Wisdom is to know the source of suffering, the source of joy, and to distinguish what is permanent from what is impermanent. The wise tell us that it is the confusion of our true Self with that of the body-mind-personality, which is at the root of suffering. They tell us that when we identify with our soul, standing firmly in the perspective of an inner Witness, we can know profound joy, instantly and effortlessly.

Who is it that suffers? There may be physical pain, turbulent emotions, troubling thoughts. But they come and go. And when they are gone, who we truly are remains. You are that which always is, throughout the passing spectacle of physical sensations, emotions and thoughts. You cannot be anything that comes and goes. You can only be that which always is and never changes. Take a few deep breaths now, and ask yourself: "What part of me never changes?" Thoughts change. Emotions change. The body's sensations change. What is left? Do not even put a label on it. Just notice "it." "It" is formless, timeless, unchanging.
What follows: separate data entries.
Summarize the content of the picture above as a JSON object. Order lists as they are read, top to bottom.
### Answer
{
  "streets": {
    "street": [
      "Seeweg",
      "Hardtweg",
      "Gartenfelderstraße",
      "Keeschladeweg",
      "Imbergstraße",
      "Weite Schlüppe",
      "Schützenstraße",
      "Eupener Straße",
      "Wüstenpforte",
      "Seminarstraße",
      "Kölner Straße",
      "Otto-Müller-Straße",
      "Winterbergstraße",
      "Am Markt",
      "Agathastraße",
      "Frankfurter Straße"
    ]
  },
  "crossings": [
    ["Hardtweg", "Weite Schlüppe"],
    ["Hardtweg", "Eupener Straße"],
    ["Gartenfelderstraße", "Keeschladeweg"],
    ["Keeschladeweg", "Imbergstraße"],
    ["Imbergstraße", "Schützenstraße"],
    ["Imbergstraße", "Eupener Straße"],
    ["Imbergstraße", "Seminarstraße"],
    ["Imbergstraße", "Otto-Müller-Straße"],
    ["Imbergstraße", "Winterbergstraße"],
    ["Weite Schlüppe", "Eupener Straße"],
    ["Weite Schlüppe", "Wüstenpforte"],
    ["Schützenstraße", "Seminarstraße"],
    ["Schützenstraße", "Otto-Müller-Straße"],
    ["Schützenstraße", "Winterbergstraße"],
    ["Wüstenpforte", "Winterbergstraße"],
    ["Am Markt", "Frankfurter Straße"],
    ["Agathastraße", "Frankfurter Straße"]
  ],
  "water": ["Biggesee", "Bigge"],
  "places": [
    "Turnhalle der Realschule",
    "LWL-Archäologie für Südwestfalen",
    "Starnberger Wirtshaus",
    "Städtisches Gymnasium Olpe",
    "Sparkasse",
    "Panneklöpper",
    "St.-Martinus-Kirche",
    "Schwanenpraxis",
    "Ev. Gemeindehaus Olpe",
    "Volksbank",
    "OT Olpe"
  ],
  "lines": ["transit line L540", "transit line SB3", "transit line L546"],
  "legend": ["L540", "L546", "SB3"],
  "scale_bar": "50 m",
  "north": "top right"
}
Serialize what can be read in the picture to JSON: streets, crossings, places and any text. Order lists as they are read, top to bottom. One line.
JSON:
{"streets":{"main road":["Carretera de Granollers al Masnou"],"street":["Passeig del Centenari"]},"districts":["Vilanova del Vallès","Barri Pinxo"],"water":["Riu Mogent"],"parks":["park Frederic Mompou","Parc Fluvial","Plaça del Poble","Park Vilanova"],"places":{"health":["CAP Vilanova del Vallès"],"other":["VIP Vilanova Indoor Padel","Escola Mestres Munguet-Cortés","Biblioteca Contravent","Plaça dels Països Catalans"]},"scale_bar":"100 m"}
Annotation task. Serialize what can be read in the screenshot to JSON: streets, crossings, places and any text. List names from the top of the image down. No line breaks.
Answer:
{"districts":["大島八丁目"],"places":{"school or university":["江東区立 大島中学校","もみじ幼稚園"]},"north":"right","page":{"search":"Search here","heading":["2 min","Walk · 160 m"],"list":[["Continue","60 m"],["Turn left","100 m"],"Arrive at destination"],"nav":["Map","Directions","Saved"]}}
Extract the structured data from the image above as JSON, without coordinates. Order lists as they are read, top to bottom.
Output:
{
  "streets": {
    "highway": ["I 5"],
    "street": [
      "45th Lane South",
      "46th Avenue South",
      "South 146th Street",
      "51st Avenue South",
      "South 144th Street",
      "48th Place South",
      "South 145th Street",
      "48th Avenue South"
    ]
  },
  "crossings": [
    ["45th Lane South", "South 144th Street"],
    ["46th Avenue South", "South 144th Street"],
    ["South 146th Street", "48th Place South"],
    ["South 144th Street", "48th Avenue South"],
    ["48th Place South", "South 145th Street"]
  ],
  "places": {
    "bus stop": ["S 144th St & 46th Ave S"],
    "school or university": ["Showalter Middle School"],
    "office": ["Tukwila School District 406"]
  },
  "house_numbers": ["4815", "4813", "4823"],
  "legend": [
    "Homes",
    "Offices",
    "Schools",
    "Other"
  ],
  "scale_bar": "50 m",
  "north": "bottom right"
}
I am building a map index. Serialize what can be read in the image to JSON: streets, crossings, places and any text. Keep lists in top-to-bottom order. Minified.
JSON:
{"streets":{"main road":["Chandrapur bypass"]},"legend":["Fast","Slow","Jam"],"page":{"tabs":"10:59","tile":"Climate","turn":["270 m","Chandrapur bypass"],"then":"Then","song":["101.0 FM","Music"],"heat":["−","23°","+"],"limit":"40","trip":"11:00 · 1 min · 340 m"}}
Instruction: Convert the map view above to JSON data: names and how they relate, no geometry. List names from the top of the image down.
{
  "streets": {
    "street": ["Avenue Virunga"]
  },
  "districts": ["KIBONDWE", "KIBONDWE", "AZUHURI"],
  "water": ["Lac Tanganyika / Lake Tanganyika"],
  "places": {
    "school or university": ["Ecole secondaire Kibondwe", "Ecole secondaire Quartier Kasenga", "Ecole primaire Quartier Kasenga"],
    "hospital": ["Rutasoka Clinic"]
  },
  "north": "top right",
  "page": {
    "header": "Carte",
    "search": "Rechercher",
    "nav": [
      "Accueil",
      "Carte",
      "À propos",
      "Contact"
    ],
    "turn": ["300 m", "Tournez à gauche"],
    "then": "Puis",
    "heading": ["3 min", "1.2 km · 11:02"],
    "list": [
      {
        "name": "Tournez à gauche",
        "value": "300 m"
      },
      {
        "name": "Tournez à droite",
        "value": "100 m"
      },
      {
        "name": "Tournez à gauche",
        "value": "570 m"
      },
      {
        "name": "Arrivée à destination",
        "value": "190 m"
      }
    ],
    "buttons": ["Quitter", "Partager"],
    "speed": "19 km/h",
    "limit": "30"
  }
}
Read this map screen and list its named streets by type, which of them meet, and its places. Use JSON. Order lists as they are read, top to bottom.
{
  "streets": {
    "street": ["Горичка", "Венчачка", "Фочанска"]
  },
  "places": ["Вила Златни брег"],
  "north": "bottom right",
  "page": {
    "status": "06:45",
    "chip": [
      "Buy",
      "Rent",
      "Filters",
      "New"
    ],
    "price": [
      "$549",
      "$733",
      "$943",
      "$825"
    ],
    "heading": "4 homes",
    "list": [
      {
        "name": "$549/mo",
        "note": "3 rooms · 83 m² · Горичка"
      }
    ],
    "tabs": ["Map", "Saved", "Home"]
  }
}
It is the one constant throughout all of the experiences of your life. It was present when you were five years old, seventeen years old, thirty years old, and it will be present in the last years, and moments of your life. It is like the thread upon which the string of pearls is strung. We rarely notice it, yet it is our true Self, your soul. Wisdom is to establish oneself in the perspective of this one constant, 24/7.

Due to the fact that your mind is engaged in reading this article, trying to understand the point I am making, thoughts are arising. But can you take a step back and change your perspective becoming a Witness to whatever thoughts, feelings, sensations arise as you continue to read this article? If you can, you will be enjoying the perspective of your soul, which is pure consciousness. However, unlike everything else, “it” cannot be experienced, because it is not an object. It is the subject. Everything else is object. So, realizing “Who” you are is not about having a new experience. There is nothing "special" to experience. You are not going to become "special" either. Being "special" implies being apart from everything else. Who you are is that which is behind every "thing," and therefore non-separate.

"It" cannot be understood either.

Understanding implies thoughts about an object of observation or consideration. But "it" is beyond all thoughts. It is simply love.

You are not your thoughts. Most of them are not even yours to begin with. You have thoughts; they come and they go. But you remain. Most of the thoughts are generated by others, float around in the mental atmosphere and then they enter your field of mental consciousness, where you add a little local color, a little personal twist, and then you express it with "I think," or "I'm discouraged," "I must do this," or "I am angry or afraid" or whatever.

So, the wise are those who can change perspective, and remain in a state of realization wherein they identify not with thoughts, emotions and sensations of the body-mind, but with the Witness perspective of the soul. The Witness perspective of the soul is wide-giving love.


Why do we ordinarily identify our self with our sensations and emotions? In the span of one day we are apt to confuse “who we are” with several, often conflicting, sensations and emotions. "I am happy,” I think upon awakening. The day is sunny and the drive to work is easy and indeed, “I am unflappable.” After a cup of coffee and two difficult phone calls, “I am angry and stressed.” Later in the day, “I am envious or jealous” due to the accomplishments and praise given by a co-worker. By the end of one day, and after a long stressful drive home, “I” might have identified myself as being happy, calm, bored, jealous, envious, unsettled, furious. “I” might even find “I hate” a person who “I adored” earlier in the day or visa versa. “I” cannot be all these changing emotions and sensations.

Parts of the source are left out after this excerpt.